▶ Material shown
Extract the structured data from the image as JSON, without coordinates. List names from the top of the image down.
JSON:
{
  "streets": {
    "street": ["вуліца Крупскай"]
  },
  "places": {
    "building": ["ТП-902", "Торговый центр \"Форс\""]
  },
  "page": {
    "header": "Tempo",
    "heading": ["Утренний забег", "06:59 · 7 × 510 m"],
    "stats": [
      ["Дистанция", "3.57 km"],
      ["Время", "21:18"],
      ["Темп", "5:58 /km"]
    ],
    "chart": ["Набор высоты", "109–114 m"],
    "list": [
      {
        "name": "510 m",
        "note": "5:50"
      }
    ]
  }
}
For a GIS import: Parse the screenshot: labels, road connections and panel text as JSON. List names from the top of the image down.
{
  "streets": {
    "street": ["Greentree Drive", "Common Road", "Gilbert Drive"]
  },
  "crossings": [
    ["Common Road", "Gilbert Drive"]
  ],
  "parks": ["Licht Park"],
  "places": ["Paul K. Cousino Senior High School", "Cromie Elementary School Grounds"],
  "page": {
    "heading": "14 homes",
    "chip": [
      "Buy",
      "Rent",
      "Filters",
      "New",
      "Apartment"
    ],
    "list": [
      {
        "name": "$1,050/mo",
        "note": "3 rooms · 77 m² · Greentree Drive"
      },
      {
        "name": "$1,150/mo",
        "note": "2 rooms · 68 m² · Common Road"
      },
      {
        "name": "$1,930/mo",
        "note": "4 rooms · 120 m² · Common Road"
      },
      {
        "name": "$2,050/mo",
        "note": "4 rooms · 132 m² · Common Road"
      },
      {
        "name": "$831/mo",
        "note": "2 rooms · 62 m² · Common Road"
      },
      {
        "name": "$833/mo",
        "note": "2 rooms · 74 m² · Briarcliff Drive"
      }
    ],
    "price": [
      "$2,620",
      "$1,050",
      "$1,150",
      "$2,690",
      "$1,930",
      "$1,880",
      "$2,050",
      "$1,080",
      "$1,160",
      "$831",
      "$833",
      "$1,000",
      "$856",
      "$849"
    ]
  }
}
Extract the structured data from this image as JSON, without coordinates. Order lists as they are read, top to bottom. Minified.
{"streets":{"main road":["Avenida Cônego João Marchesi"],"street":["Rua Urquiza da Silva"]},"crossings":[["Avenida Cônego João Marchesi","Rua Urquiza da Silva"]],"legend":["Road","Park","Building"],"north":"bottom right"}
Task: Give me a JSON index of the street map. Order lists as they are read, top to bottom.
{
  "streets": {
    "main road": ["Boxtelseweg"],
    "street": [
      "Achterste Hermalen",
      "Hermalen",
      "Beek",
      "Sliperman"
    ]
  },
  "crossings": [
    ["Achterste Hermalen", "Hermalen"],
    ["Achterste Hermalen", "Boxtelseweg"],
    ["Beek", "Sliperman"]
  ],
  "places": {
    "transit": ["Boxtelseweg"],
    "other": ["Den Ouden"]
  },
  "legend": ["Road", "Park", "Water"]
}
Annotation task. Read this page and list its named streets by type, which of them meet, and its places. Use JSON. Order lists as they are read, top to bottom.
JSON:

▶ What you are asked to do
Each entry above needs to be output exactly as written.

▶ Solution
Extract the structured data from the image as JSON, without coordinates. List names from the top of the image down.
JSON:
{
  "streets": {
    "street": ["вуліца Крупскай"]
  },
  "places": {
    "building": ["ТП-902", "Торговый центр \"Форс\""]
  },
  "page": {
    "header": "Tempo",
    "heading": ["Утренний забег", "06:59 · 7 × 510 m"],
    "stats": [
      ["Дистанция", "3.57 km"],
      ["Время", "21:18"],
      ["Темп", "5:58 /km"]
    ],
    "chart": ["Набор высоты", "109–114 m"],
    "list": [
      {
        "name": "510 m",
        "note": "5:50"
      }
    ]
  }
}
For a GIS import: Parse the screenshot: labels, road connections and panel text as JSON. List names from the top of the image down.
{
  "streets": {
    "street": ["Greentree Drive", "Common Road", "Gilbert Drive"]
  },
  "crossings": [
    ["Common Road", "Gilbert Drive"]
  ],
  "parks": ["Licht Park"],
  "places": ["Paul K. Cousino Senior High School", "Cromie Elementary School Grounds"],
  "page": {
    "heading": "14 homes",
    "chip": [
      "Buy",
      "Rent",
      "Filters",
      "New",
      "Apartment"
    ],
    "list": [
      {
        "name": "$1,050/mo",
        "note": "3 rooms · 77 m² · Greentree Drive"
      },
      {
        "name": "$1,150/mo",
        "note": "2 rooms · 68 m² · Common Road"
      },
      {
        "name": "$1,930/mo",
        "note": "4 rooms · 120 m² · Common Road"
      },
      {
        "name": "$2,050/mo",
        "note": "4 rooms · 132 m² · Common Road"
      },
      {
        "name": "$831/mo",
        "note": "2 rooms · 62 m² · Common Road"
      },
      {
        "name": "$833/mo",
        "note": "2 rooms · 74 m² · Briarcliff Drive"
      }
    ],
    "price": [
      "$2,620",
      "$1,050",
      "$1,150",
      "$2,690",
      "$1,930",
      "$1,880",
      "$2,050",
      "$1,080",
      "$1,160",
      "$831",
      "$833",
      "$1,000",
      "$856",
      "$849"
    ]
  }
}
Extract the structured data from this image as JSON, without coordinates. Order lists as they are read, top to bottom. Minified.
{"streets":{"main road":["Avenida Cônego João Marchesi"],"street":["Rua Urquiza da Silva"]},"crossings":[["Avenida Cônego João Marchesi","Rua Urquiza da Silva"]],"legend":["Road","Park","Building"],"north":"bottom right"}
Task: Give me a JSON index of the street map. Order lists as they are read, top to bottom.
{
  "streets": {
    "main road": ["Boxtelseweg"],
    "street": [
      "Achterste Hermalen",
      "Hermalen",
      "Beek",
      "Sliperman"
    ]
  },
  "crossings": [
    ["Achterste Hermalen", "Hermalen"],
    ["Achterste Hermalen", "Boxtelseweg"],
    ["Beek", "Sliperman"]
  ],
  "places": {
    "transit": ["Boxtelseweg"],
    "other": ["Den Ouden"]
  },
  "legend": ["Road", "Park", "Water"]
}
Annotation task. Read this page and list its named streets by type, which of them meet, and its places. Use JSON. Order lists as they are read, top to bottom.
JSON:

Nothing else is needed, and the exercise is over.